Rekabet’ten gıdacılara ‘bilgi paylaşıp birlikte fiyat belirlediniz’ cezası
Rekabet Kurulu Başkanı Birol Küle, şirketlerin birbirilerinden eleman almamalarına yönelik centilmenlik anlaşmalarının iş gücünün yurt dışına yönelmesine sebebiyet veren etkenlere de katkıda bulunabileceğini söyledi.
Rekabet Kurulu Başkanı Birol Küle, şirketlerin birbirlerinden çalışan almamaya yönelik “centilmenlik” anlaşmaları nedeniyle bazı şirketlere yönelik alınan ceza kararını değerlendirdi. Küle, “Bu anlaşmalar ülkemizdeki iş gücünün yurt dışına yönelmesine sebebiyet veren etkenlere de katkıda bulunabilir.” dedi.

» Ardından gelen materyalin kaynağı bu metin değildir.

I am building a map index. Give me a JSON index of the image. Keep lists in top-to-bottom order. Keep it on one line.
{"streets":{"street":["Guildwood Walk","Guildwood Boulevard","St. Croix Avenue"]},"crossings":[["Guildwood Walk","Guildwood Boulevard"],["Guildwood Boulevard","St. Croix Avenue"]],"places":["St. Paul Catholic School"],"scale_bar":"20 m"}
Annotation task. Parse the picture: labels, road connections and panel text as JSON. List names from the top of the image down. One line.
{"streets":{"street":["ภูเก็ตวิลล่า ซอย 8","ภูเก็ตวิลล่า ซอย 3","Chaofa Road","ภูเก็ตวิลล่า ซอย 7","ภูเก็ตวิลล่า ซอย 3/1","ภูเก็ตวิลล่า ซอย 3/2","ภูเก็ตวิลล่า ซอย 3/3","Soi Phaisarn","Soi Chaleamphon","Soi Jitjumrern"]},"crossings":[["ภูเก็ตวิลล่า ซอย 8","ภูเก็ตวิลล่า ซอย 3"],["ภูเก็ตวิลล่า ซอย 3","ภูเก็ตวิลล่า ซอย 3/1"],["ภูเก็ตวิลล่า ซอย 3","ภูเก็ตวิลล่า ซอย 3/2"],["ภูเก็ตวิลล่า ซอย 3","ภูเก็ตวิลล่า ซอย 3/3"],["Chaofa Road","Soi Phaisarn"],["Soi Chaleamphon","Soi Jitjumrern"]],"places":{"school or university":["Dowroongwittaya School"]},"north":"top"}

Rekabet Kurumu, geçen hafta işgücü piyasasına yönelik rekabeti bozucu centilmenlik anlaşmaları yaptıkları gerekçesiyle 27 şirkete idari para cezası kesmişti. Rekabet Kurumu’nun Başkanı ise cezalar hakkında yaptığı değerlendirmede çalışanlarla ilgili rekabete aykırı anlaşmaların iş gücünün hareketliliğine, istihdamın verimliliğine ve ücretlerin rekabetçi seviyelerde belirlenmesine engel olduğuna dikkat çeken Küle, alternatif ve avantajlı iş imkanlarından yoksun kalan çalışanların ücretlerinin baskılanabildiğini ve çalışma koşullarının negatif yönde etkilenebildiğini bildirdi.
Küle, bu durumun, nihai mal ve hizmetlerin üretiminde kalite, nitelik düşüşü gibi yansımaları olabileceğine dikkati çekti. Çalışanların, serbest ve rekabetçi iş gücü piyasasının sunduğu fırsatlardan mahrum kalmamasını önemsediklerini vurgulayan Küle, şunları söyledi:
“Başka bir işverende daha üretken olabilecek çalışanın iş değiştirmesinin engellenmesi, çalışanların yeteneklerine uygun bir teşebbüs tarafından istihdam edilememesi sonucunu doğurabiliyor. Uzun vadede baktığımızda bu anlaşmalar, ülkemizdeki iş gücünün yurt dışına yönelmesine sebebiyet veren etkenlere de katkıda bulunabilir. Çalışan mobilitesinin engellenmemesiyle bu yönde de olumlu adımlar atılacağını, yetişmiş personelimizin ülkemizde farklı sektörlerde istihdam olanağı bulabileceğini söyleyebilirim.”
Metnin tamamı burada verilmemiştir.